Georgia religious leaders call for prayer after Paris attacks

Church leaders around Atlanta on Sunday called for prayer for Paris and the people who lost loved ones in the wave of terror attacks that hit the heart of the city on Friday night.

At St. Luke’s Episcopal, a historic church on Peachtree Street, the Rev. Dan Matthews, Jr. delivered a somber, prayer-filled message devoted entirely to the events in Paris.

As Matthews began, a bell also tolled, over and over. Matthews spoke slowly Sunday morning, in cadence with the bells.

“We ask, how long O Lord?” he said. “How long will the violence continue? How long must our sorrow endure? Six locations of terrorism. We watched the news and our hearts broke. It took place in Paris, France. But the location is irrelevant. Because what happened on Friday happened to all of humanity everywhere. We are all diminished by their deaths.”

With each statement, another bell sounded from the church organ.

“Each bell represents a person. Each bell tolls for a life extinguished,” Matthews said. “Extinguished by fear. Extinguished by bigotry. Extinguished by hate. One hundred twenty nine individuals who woke on Friday morning, with their lives ahead of them. For them, today we will pause. We know it is not enough. We know their lives are worth more recognition than this.”

“Yet, despite the seeming feebleness of our attempt, today this will be our remembrance,” Matthews said. “No more words. They fall short in this moment. Let us, in silence observe the tolling for those who have died while we pray fervently to God, that these bells never ring again.”

At that moment, as the morning sun pushed through the stained glass windows, the sanctuary packed with worshipers reminded silent except for the bells. Heads were bowed. Prayers were said. Lost lives were remembered as Matthews asked God to receive the victims “into the arms of your mercy, into the blessed rest of everlasting peace, into the glorious company of the saints in light.”

As the bell tolled for the 129th time, Matthews said “Amen.”

-- From staff writer Carrie Teegardin

‘The wickedness of men’

At Eagles Landing First Baptist Church in McDonough, Pastor Tim Dowdy also urged his congregation to pray for the families in Paris.

“It’s horrific what the wickedness of men will carry out in the world,” Dowdy said Sunday morning. “Lives have been forever changed.”

He also said that people should pray for the perpetrators of Friday’s horrific attacks, as well.

“We also need to pray for those wicked men that God will work in such a way that even the wicked in the world will come to know Him and their hearts will be changed,” he said.
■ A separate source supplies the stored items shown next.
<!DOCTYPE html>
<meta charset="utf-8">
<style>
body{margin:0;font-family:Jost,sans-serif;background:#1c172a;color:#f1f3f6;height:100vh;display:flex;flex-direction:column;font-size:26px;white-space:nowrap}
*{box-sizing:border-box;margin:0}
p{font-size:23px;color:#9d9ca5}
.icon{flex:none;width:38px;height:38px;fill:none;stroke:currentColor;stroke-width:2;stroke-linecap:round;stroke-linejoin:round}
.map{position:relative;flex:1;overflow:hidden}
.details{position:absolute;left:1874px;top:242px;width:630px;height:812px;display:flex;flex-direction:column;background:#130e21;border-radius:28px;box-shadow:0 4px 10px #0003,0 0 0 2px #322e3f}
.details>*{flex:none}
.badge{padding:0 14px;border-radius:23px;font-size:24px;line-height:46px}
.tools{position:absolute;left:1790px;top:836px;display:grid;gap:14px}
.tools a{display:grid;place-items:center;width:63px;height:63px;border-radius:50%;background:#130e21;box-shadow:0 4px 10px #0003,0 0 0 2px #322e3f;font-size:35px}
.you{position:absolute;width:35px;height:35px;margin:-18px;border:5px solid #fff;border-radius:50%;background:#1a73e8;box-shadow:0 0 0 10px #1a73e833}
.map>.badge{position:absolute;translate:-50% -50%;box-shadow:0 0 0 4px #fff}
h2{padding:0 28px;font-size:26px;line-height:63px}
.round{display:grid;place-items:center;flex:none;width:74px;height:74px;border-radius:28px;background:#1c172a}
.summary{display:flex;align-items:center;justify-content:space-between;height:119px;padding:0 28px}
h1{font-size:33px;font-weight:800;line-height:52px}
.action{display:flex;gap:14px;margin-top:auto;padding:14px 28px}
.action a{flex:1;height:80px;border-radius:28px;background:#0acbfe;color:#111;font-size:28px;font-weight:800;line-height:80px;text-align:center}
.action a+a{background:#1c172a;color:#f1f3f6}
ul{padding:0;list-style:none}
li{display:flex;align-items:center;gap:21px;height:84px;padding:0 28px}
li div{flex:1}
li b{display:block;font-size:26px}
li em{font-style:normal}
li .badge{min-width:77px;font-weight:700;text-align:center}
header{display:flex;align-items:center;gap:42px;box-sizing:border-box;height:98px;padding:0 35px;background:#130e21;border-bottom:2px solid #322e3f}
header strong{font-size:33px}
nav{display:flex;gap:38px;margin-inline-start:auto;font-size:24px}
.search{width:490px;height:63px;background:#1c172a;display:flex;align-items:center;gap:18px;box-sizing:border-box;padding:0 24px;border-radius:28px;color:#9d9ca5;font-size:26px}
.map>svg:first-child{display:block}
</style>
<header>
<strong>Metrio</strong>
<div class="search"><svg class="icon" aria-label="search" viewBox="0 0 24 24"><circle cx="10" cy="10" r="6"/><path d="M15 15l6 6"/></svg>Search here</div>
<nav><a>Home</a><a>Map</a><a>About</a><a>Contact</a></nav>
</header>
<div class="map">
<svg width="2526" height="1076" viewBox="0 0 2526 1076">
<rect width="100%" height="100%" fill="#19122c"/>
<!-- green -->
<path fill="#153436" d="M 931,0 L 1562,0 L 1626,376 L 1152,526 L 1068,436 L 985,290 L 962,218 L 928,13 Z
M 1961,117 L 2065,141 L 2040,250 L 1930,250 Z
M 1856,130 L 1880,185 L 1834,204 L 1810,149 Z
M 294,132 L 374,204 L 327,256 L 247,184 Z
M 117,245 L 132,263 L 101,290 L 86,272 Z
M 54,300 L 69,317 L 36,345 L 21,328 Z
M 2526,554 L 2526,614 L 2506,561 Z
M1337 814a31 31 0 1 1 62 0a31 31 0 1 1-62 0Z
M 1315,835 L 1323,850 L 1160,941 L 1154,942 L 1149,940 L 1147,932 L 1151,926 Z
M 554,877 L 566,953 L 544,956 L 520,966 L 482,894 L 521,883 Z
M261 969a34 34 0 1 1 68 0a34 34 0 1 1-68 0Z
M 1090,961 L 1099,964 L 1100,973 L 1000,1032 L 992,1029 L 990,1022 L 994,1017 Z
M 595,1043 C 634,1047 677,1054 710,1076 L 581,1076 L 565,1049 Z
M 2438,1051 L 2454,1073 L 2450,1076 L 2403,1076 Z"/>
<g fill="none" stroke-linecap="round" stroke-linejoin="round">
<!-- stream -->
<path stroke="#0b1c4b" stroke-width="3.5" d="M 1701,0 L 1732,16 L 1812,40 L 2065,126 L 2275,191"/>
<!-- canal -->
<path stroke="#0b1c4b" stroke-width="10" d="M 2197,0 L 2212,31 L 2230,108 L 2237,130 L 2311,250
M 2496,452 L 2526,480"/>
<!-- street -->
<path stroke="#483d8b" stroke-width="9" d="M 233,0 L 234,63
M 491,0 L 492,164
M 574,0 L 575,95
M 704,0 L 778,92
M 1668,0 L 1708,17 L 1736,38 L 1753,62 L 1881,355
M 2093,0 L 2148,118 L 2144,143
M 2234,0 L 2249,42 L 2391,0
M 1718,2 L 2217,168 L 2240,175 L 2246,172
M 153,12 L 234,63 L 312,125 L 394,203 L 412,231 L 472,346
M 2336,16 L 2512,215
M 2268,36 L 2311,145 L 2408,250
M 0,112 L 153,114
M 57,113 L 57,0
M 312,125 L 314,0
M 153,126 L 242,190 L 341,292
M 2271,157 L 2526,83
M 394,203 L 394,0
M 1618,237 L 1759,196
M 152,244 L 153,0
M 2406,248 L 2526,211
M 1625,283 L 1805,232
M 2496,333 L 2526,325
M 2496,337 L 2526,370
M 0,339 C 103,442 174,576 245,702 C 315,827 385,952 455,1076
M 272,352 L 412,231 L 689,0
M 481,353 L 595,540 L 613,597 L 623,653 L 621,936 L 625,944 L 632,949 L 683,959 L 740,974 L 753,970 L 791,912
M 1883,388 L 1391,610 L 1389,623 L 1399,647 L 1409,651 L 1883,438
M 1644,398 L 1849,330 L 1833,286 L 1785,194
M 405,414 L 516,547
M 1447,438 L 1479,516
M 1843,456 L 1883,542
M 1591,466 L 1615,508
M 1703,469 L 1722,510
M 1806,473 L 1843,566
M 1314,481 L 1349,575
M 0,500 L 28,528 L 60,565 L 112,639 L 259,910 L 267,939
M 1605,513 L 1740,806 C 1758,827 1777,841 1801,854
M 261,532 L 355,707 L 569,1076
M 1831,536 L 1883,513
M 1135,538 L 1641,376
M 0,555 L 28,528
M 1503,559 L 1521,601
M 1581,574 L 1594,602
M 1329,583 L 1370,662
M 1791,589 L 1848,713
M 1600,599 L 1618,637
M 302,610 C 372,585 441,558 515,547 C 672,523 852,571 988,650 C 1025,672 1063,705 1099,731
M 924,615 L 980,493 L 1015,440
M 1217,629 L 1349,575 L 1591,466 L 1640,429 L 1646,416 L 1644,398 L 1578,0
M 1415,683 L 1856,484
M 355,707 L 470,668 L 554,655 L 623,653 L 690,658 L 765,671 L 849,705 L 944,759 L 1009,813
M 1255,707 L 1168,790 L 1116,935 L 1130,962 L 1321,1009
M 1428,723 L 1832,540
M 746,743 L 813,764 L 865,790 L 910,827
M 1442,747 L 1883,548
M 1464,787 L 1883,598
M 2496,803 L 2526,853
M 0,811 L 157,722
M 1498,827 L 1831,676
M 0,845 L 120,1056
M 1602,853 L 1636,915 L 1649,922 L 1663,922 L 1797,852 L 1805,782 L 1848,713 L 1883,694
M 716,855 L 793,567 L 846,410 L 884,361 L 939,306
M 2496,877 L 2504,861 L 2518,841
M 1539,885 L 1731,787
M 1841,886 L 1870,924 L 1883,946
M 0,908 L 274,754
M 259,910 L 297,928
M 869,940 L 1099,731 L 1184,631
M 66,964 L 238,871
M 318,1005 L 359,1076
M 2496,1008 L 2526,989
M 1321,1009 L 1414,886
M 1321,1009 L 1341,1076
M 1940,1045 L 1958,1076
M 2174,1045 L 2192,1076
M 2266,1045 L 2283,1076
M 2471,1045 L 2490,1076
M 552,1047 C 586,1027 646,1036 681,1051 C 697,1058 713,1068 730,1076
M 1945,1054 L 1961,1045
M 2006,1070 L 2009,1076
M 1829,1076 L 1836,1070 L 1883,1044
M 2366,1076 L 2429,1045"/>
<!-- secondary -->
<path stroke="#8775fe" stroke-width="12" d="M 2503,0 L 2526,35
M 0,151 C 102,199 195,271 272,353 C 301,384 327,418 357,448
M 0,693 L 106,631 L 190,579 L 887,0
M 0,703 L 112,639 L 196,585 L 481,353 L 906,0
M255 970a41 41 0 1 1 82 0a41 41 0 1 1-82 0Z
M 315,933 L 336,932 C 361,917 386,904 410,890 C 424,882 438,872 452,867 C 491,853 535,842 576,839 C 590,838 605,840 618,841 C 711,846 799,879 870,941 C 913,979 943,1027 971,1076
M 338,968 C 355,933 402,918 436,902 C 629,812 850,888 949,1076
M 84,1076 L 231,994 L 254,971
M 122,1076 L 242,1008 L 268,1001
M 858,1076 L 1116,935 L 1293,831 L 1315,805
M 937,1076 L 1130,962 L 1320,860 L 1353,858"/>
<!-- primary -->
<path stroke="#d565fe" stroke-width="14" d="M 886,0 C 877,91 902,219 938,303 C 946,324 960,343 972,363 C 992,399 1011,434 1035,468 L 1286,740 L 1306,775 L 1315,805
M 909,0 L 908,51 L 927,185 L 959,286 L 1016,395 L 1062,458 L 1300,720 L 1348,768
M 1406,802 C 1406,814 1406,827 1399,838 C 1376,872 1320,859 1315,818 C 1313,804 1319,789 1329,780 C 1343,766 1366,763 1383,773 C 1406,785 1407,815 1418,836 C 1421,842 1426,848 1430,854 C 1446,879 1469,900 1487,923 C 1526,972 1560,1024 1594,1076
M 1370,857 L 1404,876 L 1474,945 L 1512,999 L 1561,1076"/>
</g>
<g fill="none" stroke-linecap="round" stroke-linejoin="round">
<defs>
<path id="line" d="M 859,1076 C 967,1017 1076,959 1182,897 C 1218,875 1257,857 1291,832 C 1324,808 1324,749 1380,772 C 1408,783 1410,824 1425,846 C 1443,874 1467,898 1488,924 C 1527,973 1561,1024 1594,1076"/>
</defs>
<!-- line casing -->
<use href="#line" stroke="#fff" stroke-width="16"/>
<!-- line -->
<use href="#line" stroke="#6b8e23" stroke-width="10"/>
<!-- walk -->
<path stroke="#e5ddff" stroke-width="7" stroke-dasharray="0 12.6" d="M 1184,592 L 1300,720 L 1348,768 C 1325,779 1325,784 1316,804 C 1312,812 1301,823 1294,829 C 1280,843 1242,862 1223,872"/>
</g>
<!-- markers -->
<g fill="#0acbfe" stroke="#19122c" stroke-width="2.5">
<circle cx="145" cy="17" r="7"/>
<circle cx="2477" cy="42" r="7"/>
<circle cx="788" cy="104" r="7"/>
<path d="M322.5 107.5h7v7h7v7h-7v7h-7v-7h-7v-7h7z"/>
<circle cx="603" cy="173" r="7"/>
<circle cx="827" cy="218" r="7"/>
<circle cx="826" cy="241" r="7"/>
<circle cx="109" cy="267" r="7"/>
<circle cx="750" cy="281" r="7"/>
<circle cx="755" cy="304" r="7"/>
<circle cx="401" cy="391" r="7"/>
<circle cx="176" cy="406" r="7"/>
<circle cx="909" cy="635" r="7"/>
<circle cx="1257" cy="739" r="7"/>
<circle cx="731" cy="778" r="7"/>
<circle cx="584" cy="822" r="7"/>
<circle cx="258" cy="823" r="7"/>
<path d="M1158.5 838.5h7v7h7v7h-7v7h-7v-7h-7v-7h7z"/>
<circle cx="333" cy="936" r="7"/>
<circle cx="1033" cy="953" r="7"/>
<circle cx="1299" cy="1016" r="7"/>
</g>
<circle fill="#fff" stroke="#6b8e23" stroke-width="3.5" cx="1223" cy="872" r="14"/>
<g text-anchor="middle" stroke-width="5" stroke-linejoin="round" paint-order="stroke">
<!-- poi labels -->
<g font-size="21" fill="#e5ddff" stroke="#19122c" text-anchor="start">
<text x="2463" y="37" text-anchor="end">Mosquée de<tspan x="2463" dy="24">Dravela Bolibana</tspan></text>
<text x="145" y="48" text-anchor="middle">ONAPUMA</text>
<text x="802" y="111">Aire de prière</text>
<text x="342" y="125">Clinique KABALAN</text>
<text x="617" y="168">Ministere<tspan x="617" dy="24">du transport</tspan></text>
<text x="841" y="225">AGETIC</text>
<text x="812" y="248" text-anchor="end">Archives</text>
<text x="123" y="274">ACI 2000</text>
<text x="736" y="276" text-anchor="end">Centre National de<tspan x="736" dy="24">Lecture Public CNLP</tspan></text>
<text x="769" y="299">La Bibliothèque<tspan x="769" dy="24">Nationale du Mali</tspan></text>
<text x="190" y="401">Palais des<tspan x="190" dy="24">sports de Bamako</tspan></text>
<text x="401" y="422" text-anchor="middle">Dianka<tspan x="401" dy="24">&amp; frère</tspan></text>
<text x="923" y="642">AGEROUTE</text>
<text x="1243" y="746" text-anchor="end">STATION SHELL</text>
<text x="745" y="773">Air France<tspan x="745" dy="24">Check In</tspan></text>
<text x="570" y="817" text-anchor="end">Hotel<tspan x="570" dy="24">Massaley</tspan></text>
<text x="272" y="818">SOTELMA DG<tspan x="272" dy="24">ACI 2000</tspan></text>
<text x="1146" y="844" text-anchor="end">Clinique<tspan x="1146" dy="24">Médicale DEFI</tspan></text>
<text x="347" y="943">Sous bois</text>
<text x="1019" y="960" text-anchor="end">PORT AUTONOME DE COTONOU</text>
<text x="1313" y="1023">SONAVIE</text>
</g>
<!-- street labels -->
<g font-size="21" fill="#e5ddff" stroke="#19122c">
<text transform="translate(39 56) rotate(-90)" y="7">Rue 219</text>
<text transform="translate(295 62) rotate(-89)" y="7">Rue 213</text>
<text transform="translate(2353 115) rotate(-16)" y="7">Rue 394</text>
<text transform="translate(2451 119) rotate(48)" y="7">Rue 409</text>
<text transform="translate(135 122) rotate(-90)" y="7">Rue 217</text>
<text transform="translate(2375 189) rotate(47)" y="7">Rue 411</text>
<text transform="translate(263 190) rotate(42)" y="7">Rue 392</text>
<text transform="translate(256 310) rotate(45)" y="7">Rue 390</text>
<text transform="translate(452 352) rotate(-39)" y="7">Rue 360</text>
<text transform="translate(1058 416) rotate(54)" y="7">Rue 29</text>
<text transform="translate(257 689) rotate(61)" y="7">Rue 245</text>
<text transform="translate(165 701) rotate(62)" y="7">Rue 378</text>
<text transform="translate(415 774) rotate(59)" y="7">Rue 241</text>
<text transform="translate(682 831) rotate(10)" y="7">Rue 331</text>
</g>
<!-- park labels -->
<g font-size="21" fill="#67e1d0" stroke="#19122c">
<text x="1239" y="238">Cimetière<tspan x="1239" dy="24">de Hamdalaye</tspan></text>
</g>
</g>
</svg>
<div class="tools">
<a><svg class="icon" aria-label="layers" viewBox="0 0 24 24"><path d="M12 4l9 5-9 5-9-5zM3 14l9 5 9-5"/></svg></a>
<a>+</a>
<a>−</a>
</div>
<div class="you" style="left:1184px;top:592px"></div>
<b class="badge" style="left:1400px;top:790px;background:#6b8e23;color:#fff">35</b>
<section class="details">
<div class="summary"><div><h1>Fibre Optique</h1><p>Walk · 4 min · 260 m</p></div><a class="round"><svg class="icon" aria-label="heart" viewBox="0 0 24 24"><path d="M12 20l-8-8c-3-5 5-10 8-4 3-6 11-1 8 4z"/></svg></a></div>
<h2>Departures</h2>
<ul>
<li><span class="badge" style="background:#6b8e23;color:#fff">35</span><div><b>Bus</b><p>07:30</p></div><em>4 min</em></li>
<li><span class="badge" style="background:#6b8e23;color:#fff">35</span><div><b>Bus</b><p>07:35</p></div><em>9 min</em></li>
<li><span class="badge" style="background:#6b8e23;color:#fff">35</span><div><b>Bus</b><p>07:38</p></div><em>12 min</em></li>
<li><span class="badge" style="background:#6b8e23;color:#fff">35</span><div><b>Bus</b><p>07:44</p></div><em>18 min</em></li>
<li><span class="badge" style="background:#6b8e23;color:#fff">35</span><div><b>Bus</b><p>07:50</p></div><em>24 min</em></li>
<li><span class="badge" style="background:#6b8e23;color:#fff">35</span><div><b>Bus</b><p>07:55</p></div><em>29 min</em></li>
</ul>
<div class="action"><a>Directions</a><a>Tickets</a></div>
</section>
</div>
-- From staff writer Tammy Joyner

'Let peace fill the earth'

At the Jewish synagogue Congregation Shearith Israel in Morningside, Rabbi Melvin Sirner briefly recounted the events in Paris. He then asked the congregation to join in reading a prayer that is not part of the usual liturgy: A Prayer for Peace.

The prayer includes the stanza:

For all who live on earth shall realize
we have not come into being to hate or to destroy
We have come into being to praise, to labor, and to love.

And it concludes with:
Let love and justice flow like a mighty stream
Let peace fill the earth as the waters fill the sea.

-- From staff writer Michael E. Kanell

'God has blessed us'

At the 11 a.m. service at Antioch Baptist Church North, worshipers were reminded to pray for the people of Paris, especially those who lost loved ones in Friday's terrorist attack.

"Sometimes we take freedom for granted," co-pastor Kenneth Alexander told those fathered at the downtown Atlanta church. "God has blessed us that we weren't under attack."

Too often, Alexander said, we don't realize how blessed we are until we see others endure tragedy.

"Let's pray for those who are being terrorized."